## DATA BELOW

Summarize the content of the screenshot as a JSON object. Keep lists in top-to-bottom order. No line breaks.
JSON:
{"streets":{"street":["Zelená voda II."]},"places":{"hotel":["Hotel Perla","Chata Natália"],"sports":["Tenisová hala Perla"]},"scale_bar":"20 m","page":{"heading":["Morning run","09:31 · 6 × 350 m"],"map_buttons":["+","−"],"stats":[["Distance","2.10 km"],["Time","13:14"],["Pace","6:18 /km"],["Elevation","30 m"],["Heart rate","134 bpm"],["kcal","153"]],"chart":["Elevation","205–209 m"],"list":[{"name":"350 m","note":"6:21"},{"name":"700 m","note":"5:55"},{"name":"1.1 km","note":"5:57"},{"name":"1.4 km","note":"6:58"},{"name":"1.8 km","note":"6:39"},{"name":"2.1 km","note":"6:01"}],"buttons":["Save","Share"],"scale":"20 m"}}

## TASK TO COMPLETE
Copy the lines above exactly, leaving every word as it is.

## THE ANSWER
Summarize the content of the screenshot as a JSON object. Keep lists in top-to-bottom order. No line breaks.
JSON:
{"streets":{"street":["Zelená voda II."]},"places":{"hotel":["Hotel Perla","Chata Natália"],"sports":["Tenisová hala Perla"]},"scale_bar":"20 m","page":{"heading":["Morning run","09:31 · 6 × 350 m"],"map_buttons":["+","−"],"stats":[["Distance","2.10 km"],["Time","13:14"],["Pace","6:18 /km"],["Elevation","30 m"],["Heart rate","134 bpm"],["kcal","153"]],"chart":["Elevation","205–209 m"],"list":[{"name":"350 m","note":"6:21"},{"name":"700 m","note":"5:55"},{"name":"1.1 km","note":"5:57"},{"name":"1.4 km","note":"6:58"},{"name":"1.8 km","note":"6:39"},{"name":"2.1 km","note":"6:01"}],"buttons":["Save","Share"],"scale":"20 m"}}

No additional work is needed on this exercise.